Women may want to mobilise in labour but feel restricted by social/cultural expectations (for example the use of the bed in the maternity room)or restricted by the technology being used (CFM, drip).
Comments on facebook about the topic have so far included:
“I think we should change the language. Maternal mobility is not important to women. It is essential to the process of birth. Birth is not able to process as well. We don’t say ‘mobility is important to men when having sex’ or ‘mobility is important to people emptying their bowels’. Saying it is important to women means it can be overridden by welfare of the baby. Suggest Margaret Garrett ‘dynamic positions’ book to anyone who thinks it is nice but optional.”
“Restricting mobility is a dangerous, and unproven, intervention. Spontaneous positioning is the NICE standard of care for ‘normal’ births & should be for all births. It is a human right. Great topic! Emerging evidence for upright breech birth | The midwife, the mother and the breech
SUGGESTED QUESTIONS FOR TWITTER DISCUSSION
- Should midwives tell women the position they believe their baby to be in antenatally?

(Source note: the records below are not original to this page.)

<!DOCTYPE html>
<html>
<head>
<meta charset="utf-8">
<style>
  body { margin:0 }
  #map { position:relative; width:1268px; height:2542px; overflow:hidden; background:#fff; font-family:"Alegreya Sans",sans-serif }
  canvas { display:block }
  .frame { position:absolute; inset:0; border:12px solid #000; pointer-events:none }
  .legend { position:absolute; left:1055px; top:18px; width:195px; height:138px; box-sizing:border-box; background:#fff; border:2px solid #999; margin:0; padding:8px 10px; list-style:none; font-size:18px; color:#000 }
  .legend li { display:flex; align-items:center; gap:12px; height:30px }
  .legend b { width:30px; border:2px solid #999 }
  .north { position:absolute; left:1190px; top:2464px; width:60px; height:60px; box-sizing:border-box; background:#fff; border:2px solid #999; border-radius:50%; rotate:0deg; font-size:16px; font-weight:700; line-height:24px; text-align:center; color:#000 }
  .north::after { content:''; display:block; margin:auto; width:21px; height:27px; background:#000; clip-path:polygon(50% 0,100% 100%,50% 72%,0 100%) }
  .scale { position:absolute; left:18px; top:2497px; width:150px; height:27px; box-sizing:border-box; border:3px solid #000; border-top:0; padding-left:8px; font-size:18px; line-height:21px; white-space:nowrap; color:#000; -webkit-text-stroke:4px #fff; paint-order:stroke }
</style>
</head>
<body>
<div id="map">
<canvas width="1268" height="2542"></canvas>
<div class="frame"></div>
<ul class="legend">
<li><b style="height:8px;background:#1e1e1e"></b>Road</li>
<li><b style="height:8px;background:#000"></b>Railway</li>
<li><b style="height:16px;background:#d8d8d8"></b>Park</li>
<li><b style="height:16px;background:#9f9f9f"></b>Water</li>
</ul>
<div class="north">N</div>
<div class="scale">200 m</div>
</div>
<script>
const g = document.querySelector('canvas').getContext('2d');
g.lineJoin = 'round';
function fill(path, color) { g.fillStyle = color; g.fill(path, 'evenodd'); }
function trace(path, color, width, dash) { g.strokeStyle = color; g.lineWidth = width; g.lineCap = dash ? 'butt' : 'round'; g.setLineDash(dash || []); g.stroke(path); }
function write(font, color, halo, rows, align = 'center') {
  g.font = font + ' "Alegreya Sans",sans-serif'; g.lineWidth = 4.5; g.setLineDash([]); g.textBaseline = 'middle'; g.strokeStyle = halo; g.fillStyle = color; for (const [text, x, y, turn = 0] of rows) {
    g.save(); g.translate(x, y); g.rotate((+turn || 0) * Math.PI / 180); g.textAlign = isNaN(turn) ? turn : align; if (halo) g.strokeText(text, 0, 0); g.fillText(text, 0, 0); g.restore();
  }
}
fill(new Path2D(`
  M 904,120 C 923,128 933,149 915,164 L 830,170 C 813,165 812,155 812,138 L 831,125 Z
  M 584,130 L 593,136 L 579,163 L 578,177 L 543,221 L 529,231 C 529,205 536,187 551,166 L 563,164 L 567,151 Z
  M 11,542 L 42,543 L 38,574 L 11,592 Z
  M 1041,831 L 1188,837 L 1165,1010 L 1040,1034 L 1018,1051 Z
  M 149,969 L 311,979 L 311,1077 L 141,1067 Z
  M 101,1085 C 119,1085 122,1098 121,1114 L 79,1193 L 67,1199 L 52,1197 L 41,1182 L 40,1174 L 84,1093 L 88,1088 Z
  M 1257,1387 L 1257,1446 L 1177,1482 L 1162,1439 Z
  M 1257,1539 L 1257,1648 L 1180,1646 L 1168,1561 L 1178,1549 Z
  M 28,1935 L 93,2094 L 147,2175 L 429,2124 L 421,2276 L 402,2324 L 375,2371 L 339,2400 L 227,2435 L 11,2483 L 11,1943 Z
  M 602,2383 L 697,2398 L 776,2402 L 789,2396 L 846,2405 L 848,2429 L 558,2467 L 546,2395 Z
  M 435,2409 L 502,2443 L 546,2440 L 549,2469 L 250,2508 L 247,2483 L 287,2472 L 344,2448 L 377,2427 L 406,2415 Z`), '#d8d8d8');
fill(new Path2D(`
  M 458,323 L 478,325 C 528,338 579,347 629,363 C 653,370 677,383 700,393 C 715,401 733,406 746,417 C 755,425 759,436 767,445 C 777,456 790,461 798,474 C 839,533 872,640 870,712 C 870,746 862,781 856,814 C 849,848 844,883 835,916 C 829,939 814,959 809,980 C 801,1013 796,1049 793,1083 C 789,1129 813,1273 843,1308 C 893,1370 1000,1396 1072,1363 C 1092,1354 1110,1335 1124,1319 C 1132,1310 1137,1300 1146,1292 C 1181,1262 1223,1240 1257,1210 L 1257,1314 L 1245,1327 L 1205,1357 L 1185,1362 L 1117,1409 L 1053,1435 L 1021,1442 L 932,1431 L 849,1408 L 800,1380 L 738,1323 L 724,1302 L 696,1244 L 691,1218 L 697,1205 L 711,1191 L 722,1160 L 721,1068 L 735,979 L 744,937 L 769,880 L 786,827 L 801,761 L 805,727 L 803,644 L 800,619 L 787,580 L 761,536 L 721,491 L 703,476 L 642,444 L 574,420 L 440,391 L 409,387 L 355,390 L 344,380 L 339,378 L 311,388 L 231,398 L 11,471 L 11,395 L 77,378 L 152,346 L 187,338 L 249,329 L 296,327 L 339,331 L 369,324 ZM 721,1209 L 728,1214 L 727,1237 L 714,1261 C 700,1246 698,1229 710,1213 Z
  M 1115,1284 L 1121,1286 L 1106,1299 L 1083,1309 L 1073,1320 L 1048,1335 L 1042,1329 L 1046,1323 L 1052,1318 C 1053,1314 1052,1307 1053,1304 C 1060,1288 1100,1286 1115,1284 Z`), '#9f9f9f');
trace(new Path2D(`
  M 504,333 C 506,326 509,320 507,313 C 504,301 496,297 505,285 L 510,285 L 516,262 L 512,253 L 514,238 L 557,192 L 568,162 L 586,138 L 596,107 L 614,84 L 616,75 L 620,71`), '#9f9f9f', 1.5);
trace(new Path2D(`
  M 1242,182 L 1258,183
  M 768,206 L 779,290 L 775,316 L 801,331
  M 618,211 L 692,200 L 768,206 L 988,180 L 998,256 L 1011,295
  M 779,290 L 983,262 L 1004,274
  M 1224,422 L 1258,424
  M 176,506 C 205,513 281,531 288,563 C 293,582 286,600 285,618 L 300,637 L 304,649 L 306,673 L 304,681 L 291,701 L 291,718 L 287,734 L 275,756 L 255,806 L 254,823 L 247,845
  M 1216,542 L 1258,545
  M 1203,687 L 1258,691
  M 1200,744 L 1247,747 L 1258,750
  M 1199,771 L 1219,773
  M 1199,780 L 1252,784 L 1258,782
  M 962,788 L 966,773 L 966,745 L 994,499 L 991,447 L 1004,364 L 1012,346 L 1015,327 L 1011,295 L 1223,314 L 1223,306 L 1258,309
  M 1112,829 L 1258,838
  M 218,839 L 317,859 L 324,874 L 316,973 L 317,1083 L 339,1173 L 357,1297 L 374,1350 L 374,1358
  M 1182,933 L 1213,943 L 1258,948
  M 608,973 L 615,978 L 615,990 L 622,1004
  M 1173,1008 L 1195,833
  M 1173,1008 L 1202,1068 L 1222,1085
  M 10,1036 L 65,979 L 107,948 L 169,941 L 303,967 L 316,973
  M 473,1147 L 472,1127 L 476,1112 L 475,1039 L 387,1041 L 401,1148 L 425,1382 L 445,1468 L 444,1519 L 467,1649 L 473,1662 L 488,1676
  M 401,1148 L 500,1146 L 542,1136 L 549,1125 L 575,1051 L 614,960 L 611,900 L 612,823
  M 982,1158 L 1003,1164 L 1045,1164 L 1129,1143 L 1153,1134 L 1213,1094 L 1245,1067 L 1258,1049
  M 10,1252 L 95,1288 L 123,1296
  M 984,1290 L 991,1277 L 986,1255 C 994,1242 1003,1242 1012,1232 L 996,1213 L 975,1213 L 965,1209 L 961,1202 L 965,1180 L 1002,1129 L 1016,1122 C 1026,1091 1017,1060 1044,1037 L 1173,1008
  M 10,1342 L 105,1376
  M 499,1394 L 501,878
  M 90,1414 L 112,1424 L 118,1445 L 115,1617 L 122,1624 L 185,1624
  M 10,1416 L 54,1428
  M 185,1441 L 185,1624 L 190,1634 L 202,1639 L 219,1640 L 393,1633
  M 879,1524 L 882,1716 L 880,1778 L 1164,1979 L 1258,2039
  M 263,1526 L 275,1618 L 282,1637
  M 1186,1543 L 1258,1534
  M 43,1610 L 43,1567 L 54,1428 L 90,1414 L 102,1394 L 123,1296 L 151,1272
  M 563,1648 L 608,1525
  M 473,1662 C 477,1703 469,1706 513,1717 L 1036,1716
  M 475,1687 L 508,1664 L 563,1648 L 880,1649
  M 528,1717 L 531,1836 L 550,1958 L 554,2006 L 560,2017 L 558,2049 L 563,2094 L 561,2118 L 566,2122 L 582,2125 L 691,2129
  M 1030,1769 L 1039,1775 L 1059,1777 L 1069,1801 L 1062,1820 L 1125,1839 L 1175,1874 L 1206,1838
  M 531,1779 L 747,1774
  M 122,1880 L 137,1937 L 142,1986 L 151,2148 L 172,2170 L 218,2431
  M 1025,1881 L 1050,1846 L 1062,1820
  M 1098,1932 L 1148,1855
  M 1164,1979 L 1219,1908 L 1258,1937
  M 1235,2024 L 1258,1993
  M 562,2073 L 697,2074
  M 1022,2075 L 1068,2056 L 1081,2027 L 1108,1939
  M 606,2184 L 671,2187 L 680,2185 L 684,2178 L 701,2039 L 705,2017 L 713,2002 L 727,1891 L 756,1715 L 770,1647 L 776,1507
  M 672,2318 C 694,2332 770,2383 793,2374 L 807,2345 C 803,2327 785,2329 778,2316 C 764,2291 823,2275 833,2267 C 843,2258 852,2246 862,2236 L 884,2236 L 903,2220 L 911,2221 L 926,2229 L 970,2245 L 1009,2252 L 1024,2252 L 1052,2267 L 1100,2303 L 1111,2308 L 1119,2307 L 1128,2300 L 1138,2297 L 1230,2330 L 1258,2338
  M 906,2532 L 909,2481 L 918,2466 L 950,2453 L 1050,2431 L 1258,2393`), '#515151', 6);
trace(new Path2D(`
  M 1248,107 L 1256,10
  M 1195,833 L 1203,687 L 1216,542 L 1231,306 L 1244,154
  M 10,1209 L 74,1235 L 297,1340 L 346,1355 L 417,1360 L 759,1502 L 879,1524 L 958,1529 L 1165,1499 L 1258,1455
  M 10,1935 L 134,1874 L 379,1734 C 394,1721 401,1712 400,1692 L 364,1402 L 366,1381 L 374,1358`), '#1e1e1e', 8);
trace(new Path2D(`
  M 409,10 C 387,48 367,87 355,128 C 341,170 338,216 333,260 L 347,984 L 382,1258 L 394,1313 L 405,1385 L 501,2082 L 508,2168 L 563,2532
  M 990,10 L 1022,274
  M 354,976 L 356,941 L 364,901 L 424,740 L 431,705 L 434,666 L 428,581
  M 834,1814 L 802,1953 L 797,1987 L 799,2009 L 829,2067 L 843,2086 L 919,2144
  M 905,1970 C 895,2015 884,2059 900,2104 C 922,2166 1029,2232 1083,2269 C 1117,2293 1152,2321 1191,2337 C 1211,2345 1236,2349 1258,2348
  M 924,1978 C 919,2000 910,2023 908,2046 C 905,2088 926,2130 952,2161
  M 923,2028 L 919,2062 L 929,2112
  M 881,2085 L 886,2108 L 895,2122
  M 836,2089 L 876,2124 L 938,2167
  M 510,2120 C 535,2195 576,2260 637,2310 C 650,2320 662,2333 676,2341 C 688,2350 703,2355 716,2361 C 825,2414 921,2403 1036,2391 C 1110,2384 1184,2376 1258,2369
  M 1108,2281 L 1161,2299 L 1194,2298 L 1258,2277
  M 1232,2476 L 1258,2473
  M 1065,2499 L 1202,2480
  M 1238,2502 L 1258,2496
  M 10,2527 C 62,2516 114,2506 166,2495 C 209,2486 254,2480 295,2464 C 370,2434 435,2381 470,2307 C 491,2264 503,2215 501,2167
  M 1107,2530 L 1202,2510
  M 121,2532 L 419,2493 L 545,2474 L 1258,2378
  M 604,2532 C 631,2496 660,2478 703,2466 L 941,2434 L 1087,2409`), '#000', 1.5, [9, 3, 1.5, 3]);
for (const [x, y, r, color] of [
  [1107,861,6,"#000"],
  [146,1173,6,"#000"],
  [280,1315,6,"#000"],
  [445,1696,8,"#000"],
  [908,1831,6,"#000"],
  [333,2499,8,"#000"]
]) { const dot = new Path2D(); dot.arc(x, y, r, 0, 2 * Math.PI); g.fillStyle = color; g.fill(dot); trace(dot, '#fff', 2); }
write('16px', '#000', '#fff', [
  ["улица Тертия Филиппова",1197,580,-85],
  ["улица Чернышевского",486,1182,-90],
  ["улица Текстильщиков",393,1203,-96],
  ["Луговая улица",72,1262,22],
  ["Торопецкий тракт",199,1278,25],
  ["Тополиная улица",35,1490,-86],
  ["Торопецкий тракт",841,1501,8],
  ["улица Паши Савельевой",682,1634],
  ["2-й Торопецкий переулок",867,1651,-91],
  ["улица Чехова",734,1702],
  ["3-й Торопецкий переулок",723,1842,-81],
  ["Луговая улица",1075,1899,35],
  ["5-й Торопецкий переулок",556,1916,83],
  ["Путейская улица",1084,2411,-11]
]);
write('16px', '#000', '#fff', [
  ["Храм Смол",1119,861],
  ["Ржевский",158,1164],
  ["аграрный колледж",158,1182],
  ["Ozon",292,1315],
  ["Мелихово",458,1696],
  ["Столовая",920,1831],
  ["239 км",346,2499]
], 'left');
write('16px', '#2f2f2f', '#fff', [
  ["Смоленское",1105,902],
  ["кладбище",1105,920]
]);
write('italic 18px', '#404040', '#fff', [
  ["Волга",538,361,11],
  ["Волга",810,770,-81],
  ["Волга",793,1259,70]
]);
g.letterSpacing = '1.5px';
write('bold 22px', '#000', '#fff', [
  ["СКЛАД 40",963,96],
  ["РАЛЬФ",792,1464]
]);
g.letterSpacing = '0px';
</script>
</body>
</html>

- Can antenatal maternal posturing effect fetal position and outcomes?
- Can maternal posturing in labour effect fetal position and outcomes
- How can midwives and birth partners best support women with malpositioned labours for comfort and to improve outcomes?
- Do midwives and doctors facilitate or hinder movement in labour?
- How can we support high risk women to be mobile in labour? What about telmemetry and pool use/VBAC
- Should pool use be promoted to increase mobility?
- How does birth room environment design effect mobility?
- Does malposition make it harder for women to move in labour due to pain? How can we support them?